As companies look to pivot from the pandemic, their focus of attention is turning towards building sustainability in supply chains

The unprecedented level of disruption caused by the global pandemic has had a lasting impact on business continuity and supply chain management.

While the focus for many businesses over the past year has been on stability and resilience, there has also been a shift to better understand the new factors that are relevant in supply management.

Publicly-listed companies will already be familiar with the requirement to manage and report on their own sustainability. The impact from their operations on the environment and society at large is now regularly measured and assessed through Environmental, Social and Governance (ESG) scores, and these in turn are heavily scrutinised by investors and the press alike.

The financial markets have put a premium on companies that operate in a sustainable way. Research from McKinsey suggests that C-suite leaders would be willing to pay a 10% premium to acquire a company with a positive ESG record.

The downside is that companies will also be held accountable for ESG-related scandals that involve third parties within their supply chain, which, for some industries, can be up to 98% of their exposure to controversies.

Well-known retailers have felt the negative impact of poor working conditions for employees at their suppliers. And we have seen regulators frequently hold corporates accountable for the actions of third parties – the SolarWinds hack is one example where we are yet to see the full extent of the regulatory response.

Growing regulatory scrutiny

The level of risk lurking in supply chains is not always obvious from a company’s ESG rating. And to complicate matters further, our own research suggests that a large proportion of companies do not fully understand their own level of exposure. A survey by Refinitiv shows that up to 43% of third parties are not put through any form of due diligence checks.

The lack of awareness has led to calls by activists and investors for more to be done. The European Union is introducing a new Supply Chain Due Diligence Regulation later this year incorporating mandatory human rights and environmental due diligence.

While the concept of building sustainable supply chains gains momentum, there is a lack of reliable data to benchmark suppliers and third parties. And in many instances, there is no formal contractual obligation to encourage sustainable business practices within supply chains.

The lack of data is compounded by that the fact that a large proportion of supply chains consist of private companies. Larger corporates that want to better understand their suppliers frequently find less emphasis placed on ESG awareness, procedures, and policy the further they move down the chain of suppliers.
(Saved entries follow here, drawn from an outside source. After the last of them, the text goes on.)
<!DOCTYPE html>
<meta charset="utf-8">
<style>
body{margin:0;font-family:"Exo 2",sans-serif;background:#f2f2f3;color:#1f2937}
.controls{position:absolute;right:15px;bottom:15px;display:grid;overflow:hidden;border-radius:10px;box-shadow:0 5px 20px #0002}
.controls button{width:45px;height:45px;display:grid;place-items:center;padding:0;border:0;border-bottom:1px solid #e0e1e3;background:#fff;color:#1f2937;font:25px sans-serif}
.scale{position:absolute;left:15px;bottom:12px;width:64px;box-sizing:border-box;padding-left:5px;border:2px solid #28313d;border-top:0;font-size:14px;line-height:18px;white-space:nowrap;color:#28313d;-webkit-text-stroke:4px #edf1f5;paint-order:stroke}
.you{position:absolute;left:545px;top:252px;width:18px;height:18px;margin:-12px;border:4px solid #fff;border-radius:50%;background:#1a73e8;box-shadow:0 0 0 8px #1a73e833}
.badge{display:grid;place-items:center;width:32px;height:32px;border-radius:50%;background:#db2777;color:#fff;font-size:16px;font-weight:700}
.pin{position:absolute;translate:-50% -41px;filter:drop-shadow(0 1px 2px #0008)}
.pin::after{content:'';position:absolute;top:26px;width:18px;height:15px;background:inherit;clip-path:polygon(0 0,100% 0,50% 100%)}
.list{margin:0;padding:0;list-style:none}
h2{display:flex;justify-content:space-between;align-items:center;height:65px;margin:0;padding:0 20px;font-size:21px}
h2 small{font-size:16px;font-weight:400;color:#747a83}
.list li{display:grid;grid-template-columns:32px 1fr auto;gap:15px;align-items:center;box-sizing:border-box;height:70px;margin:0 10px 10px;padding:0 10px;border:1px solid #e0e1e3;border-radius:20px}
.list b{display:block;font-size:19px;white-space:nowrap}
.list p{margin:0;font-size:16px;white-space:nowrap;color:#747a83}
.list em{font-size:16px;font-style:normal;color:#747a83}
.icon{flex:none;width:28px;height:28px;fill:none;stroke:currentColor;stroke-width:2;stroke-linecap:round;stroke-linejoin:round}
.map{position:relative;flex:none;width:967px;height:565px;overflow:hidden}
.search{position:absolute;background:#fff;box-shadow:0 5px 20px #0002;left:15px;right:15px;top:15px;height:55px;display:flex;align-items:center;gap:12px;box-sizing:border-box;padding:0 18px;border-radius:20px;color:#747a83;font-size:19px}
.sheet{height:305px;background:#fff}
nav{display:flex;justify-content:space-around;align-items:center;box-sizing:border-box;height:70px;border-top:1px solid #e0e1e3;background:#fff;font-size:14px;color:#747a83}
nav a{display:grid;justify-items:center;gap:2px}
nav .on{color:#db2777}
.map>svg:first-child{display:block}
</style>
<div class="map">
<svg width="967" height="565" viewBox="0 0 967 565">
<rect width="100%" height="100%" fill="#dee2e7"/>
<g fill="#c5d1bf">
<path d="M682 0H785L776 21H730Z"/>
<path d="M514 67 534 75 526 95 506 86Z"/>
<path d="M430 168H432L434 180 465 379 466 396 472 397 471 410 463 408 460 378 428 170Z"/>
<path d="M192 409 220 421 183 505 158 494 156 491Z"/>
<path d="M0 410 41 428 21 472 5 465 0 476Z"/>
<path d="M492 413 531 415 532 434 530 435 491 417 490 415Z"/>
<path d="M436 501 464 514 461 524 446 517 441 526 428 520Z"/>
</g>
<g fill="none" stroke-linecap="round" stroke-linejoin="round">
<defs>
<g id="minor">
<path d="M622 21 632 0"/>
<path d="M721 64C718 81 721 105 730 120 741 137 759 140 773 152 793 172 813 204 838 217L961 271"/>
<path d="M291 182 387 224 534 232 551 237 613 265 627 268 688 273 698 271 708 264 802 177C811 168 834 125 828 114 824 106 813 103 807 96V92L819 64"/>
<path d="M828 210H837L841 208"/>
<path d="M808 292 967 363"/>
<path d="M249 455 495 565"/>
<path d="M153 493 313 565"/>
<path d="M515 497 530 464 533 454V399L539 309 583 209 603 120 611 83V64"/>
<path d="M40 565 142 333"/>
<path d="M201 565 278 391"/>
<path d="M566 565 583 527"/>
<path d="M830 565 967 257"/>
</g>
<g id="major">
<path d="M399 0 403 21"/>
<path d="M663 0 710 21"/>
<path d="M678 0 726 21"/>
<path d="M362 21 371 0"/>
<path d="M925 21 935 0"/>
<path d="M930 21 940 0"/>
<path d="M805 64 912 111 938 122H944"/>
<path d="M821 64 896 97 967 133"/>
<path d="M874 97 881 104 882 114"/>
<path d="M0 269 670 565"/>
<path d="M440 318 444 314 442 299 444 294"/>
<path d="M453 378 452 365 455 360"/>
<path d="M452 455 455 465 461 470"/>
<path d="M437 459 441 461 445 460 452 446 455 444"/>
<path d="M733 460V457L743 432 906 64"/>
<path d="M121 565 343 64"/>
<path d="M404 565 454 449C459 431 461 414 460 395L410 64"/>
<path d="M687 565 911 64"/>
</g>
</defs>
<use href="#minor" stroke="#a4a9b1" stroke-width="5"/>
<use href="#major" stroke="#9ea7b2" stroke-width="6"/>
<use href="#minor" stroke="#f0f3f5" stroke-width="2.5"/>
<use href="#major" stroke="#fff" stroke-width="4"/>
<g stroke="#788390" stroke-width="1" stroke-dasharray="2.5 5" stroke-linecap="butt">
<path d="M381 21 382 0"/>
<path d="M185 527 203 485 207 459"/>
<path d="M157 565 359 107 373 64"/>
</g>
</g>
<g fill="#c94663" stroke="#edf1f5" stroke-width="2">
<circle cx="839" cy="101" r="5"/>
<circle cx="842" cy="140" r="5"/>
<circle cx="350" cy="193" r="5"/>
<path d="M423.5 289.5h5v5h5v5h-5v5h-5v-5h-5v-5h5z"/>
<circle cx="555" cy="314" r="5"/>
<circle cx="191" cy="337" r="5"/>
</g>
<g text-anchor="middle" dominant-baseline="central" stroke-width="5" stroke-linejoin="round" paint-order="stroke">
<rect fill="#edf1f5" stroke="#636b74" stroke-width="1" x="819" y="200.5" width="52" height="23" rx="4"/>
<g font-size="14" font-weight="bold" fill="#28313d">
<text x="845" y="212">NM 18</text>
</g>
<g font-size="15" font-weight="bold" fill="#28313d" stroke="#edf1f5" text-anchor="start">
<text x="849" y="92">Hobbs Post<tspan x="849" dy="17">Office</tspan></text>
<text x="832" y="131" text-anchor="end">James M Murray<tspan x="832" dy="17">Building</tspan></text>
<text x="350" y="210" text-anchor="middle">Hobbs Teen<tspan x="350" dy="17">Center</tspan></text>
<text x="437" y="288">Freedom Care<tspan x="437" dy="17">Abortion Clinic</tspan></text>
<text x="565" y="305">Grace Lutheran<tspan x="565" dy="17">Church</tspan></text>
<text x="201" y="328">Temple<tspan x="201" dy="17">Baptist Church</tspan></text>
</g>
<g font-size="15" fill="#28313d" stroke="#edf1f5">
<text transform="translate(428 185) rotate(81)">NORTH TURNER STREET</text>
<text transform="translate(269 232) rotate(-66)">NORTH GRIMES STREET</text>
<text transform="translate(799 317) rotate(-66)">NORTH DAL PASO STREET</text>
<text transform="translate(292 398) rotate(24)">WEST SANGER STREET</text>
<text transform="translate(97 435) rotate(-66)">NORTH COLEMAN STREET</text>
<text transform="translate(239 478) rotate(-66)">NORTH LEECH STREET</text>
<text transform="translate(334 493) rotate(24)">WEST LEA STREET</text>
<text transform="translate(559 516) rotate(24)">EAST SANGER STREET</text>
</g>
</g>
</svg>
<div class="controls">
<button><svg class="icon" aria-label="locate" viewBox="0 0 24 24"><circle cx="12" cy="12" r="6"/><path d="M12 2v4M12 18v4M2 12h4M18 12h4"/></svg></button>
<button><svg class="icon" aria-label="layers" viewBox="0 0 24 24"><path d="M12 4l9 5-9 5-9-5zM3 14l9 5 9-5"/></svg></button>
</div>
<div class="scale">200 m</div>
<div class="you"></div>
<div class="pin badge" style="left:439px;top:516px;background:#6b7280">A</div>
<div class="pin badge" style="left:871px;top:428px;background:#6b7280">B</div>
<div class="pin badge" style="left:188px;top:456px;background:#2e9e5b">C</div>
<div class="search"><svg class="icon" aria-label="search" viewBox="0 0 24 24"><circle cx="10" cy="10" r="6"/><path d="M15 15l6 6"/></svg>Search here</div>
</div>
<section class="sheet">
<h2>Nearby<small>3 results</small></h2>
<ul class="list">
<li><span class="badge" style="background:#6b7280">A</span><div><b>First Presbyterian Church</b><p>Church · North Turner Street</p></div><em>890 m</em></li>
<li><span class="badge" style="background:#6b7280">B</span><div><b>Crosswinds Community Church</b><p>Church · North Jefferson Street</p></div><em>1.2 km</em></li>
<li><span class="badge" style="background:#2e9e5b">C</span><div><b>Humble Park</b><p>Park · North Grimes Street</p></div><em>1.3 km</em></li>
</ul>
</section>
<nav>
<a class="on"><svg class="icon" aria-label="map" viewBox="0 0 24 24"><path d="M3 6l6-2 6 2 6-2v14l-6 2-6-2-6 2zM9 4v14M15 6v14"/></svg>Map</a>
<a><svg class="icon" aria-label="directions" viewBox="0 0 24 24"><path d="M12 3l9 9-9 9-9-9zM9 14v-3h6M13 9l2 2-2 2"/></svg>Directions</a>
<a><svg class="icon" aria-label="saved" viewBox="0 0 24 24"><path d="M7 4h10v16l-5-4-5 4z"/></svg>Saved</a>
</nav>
Consequently, for most, achieving sustainability in the supply chain is done on a best-efforts basis but there is a need to validate what their suppliers are telling them through external or third-party conducted due diligence.

So, what can be done? Forward-looking organisations focus on determining not just the amount of data but also the type of data their supply chain resilience plan requires. There is an emphasis placed on sustainability and ESG factors in risk management, but appropriate due diligence also includes cybersecurity and credit ratings, as well as data related to identity, integrity, financial, and operational and quality risks.

From the tangible to the intangible  

Supply chain risk has historically focused on geo-political and logistical threats, today it’s more likely to be cyber risk, data privacy and information security keeping the C-suite awake at night.

Risks change and evolve quickly and so staying on top of them requires ongoing monitoring and evaluation.

To that end, it is important to identify and actively manage the risks your company cares about and to find ways of benchmarking suppliers. When taking an inventory of the risks you view as critical, recognise that some of these may have evolved.

For instance, where previously your company may have been focused on sanctions risk, does a data privacy breach now pose a greater threat? Alternatively, if financial stability of a supplier is a risk factor and you see performance is tailing off, then should you also be checking other risk factors – such as whether the supplier is still maintaining its commitment to diversity and inclusion, for example.

When it comes to analysing suppliers, many of the companies we work with use a risk-based approach to determine their criticality and employ an assessment process that can be defended.

Depending on the nature of your business, a substantial proportion of your suppliers may be low risk, but that doesn’t mean that you don’t have an obligation to perform a level of due diligence; the depth and frequency of that analysis should be aligned to the risk they present to you and how important supply chain sustainability is to your business goals.

While issues exist on gathering data related to private companies, there are providers that gather and maintain data that can be dynamically monitored. Structured due diligence can then be performed on the proportion of suppliers that are viewed as critical, where external research can be leveraged in the assessment process.

The road to future-proofing supply chains against disruption will require a more structured and data-led approach towards dynamically mitigating risk. It also entails aligning the priorities of the third parties in your supply chain to the sustainability goals of your own organisation.

Focusing on these factors in the management of your supply chain reinforces your role as a reliable and trusted service provider in a competitive market and ultimately adds to the value of your business.

Charles Minutella is head of Refinitiv Due Diligence at Refinitiv, an LSEG business.